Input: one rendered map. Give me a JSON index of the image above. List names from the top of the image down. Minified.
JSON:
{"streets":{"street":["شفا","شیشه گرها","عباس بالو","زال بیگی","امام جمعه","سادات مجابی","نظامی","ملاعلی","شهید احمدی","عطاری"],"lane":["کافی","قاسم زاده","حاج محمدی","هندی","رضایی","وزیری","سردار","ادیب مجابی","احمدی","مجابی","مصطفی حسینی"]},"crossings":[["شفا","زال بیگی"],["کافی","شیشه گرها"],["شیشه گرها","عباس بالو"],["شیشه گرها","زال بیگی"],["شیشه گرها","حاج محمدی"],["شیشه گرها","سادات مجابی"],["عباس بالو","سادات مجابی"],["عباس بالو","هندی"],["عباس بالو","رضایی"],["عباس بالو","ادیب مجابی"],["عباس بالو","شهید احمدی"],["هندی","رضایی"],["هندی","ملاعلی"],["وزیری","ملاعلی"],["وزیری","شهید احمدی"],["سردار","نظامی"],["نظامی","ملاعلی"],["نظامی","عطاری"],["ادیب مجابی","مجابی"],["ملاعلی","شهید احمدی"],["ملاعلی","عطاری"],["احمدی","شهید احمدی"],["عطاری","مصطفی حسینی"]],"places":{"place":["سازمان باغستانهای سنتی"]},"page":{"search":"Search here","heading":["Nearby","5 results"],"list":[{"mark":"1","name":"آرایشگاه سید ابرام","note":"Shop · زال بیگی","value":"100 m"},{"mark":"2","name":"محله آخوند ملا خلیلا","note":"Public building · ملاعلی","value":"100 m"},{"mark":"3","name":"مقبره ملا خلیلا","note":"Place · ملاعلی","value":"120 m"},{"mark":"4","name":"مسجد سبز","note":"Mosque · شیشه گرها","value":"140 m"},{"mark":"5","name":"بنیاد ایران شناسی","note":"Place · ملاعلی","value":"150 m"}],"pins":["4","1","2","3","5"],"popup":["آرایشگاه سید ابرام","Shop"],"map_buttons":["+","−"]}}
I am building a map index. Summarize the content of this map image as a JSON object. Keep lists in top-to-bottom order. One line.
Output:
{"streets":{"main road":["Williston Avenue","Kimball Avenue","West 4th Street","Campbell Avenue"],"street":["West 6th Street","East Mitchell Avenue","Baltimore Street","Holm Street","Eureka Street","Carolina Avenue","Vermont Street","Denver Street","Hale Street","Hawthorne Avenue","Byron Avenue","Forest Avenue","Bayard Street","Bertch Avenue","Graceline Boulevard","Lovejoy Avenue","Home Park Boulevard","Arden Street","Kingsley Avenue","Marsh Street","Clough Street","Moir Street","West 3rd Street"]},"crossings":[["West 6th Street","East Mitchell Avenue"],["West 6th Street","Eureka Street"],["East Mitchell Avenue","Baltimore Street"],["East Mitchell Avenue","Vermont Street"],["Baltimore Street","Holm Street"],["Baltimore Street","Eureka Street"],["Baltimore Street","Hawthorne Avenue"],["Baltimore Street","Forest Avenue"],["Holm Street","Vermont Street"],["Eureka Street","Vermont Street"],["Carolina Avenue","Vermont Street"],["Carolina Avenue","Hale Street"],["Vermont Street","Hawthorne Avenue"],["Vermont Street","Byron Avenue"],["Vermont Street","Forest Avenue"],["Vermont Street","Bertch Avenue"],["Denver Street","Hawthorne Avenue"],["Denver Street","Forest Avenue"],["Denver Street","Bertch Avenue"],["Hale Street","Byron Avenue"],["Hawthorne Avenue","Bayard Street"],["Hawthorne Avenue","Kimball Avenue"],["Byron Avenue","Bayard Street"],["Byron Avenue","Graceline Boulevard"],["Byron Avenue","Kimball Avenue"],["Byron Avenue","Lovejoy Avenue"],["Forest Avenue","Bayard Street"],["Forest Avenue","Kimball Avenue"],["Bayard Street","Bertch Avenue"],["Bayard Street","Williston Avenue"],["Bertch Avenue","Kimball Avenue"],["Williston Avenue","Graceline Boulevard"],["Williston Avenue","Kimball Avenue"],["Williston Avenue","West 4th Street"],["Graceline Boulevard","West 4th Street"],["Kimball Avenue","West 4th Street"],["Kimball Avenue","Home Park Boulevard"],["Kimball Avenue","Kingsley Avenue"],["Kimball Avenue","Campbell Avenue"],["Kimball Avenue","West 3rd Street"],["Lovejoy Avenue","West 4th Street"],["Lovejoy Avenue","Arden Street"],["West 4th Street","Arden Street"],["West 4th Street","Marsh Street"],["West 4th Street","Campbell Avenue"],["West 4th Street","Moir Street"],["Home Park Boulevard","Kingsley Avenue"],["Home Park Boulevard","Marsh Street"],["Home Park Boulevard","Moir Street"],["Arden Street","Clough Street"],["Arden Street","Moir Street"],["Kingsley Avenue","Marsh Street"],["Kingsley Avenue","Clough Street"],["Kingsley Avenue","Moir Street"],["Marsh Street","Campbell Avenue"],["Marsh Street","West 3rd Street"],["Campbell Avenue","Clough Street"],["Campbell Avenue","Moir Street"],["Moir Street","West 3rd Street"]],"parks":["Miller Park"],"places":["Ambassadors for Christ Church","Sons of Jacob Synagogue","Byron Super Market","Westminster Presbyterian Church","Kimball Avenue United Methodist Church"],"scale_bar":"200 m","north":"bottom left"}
__________________________________________________
• What you are asked to do: Search the records for lines holding the word "image", then copy each line you find.

• Response for this exercise:
Input: one rendered map. Give me a JSON index of the image above. List names from the top of the image down. Minified.
I am building a map index. Summarize the content of this map image as a JSON object. Keep lists in top-to-bottom order. One line.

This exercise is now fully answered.